Она пыталась оттолкнуть меня и убежать, но ярость придавала мне сил, и служанка упала на землю. Я дважды ее ударила, и она заплакала, и, когда я увидела, как покраснело и сморщилось ее лицо с полустертой краской, я заревела сама — потому что все было бессмысленно, и битьем не поможешь делу — разве не колотила меня саму госпожа Рот? Сбежавшиеся люди разняли нас, и я повисла у кого-то в руках. Доротея прижимала пальцы ко рту, и краснота разлилась по ее лицу, пока один из господских лакеев пытался ее утешить. И это тоже было несправедливо, потому что не она заслуживала жалости, и мне хотелось поносить ее на чем свет стоит, но я лишь крепче сцепила зубы. Меня дважды тряхнули, и какая-то сердобольная женщина предложила позвать за полицейскими, чтобы «обратиться к справедливости». Доротея запротестовала, обливаясь слезами, и это лицемерие окружающие приняли за христианскую добродетель. Она обокрала меня и теперь была героиней, а мне достались лишь тычки и ругань за то, что я осмелилась напасть на хорошую девушку. Все честное собрание решило, что мы не поделили кавалера, и от злости я вырвалась из рук моего пленителя, чуть не оставив у него в руках кусок платья. В горле у меня стоял шершавый злой ком. Он душил меня, мешал говорить, и я только гневно взглянула на всех, кто собрался здесь посудачить. Нечего было и думать вернуть свои деньги, раз даже мою одежду отдали другой.
Никто не остановил меня, и я ушла, давясь своей злостью. Мне некуда было идти, и я бездумно шаталась по узким улицам. Когда ноги начинали уставать, я заходила в церковь — не помолиться, нет, — но посидеть на церковной скамье. Вокруг меня была пустота, и никто не заговаривал со мной, как будто меня не существовало вовсе.
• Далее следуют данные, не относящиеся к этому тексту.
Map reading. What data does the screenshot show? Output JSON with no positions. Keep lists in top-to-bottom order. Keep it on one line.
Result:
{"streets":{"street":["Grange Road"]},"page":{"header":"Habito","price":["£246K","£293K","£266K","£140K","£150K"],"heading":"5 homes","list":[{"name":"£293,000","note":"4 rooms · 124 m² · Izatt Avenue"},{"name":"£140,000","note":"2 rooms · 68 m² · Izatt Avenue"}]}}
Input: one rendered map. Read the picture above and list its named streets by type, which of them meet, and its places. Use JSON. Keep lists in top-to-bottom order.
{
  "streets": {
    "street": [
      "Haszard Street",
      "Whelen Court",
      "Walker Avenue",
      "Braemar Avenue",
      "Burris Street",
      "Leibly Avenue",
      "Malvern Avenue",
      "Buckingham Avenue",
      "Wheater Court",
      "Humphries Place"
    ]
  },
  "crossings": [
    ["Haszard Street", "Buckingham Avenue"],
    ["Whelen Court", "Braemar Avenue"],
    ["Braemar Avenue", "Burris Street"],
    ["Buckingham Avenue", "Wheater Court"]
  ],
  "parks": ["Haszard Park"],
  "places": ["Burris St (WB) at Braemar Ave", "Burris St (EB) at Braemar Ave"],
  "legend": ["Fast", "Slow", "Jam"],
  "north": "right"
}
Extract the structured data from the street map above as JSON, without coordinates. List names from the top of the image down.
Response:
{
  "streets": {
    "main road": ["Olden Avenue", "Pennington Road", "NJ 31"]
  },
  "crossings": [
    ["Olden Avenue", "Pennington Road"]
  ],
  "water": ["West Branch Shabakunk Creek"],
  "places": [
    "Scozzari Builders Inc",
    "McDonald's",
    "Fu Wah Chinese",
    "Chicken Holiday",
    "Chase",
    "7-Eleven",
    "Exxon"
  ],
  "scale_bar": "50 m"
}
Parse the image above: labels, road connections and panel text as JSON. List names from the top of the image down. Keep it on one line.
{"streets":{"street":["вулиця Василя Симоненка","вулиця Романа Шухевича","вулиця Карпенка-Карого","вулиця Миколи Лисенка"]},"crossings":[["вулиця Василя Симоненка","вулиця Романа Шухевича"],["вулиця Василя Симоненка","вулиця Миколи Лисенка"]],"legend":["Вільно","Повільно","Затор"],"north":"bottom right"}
Галантные разговоры богачей, грубоватые шутки слуг, медовый голос священника, властные возгласы посторониться, пышные процессии знати — все происходило точно за стеклянной стеной, и никому не было до меня дела.
Когда стемнело, я все еще бродила по городу. Единственным моим развлечением было глядеть в окна, пока ставни не закрыли на ночь. Я подглядывала в чужие жизни, и это отвлекало меня от моих злоключений. В аптеке полный, губастый юноша в ночном колпаке заворачивал пилюли особой машинкой: ему было скучно, он поминутно зевал и часто их пересчитывал, будто надеялся, что чудом появится сотня-другая. В богатом доме горели все окна на втором этаже; они были распахнуты настежь, и оттуда доносилась музыка: печальная виола и задумчивая флейта, торжественный клавир и еще какой-то инструмент, которого я никогда не слышала раньше. Ах, эта музыка! Должно быть, она исцелила меня в тот вечер, унесла мою печаль и злость, и мне стало стыдно за себя и за свою натуру, которая никак не давала покоя ни мне, ни окружающим. Я послушала несколько коротких мелодий; перед каждой из них галантный старик и девушка на два голоса рассказывали о чем-то на чужом языке, и после того, как затихала последняя нота, всякий раз слышался шуршащий звук трещоток и хлопки в ладоши. Музыка эта тоже была не для меня — для знати, и, когда на улице проехала карета, я поплелась за ней следом. Мне не хотелось, чтобы меня прогнали, как Еву из рая, когда она взяла запретное; ведь всем известно, что высокое искусство не должно принадлежать таким, как я.
Приличных людей на улице становилось все меньше, и я зашла в первый попавшийся открытый двор. Здесь никого не было, и вдалеке темнел дверной проем. Я отворила незапертую дверь и тихо зашла внутрь, готовая бежать, если меня окрикнут, но кто-то громко, постанывая, храпел в темноте на земляном полу, изрытом крысами, и я наощупь нашла какое-то тряпье, пахнущее песком и кислой гнилью, сгребла его под себя и заснула. Мне казалось, что ночью кто-то ходил и бормотал надо мной, и снилась безумная старуха, раскладывавшая карты при свече, — но была это явь или сон, я не знала.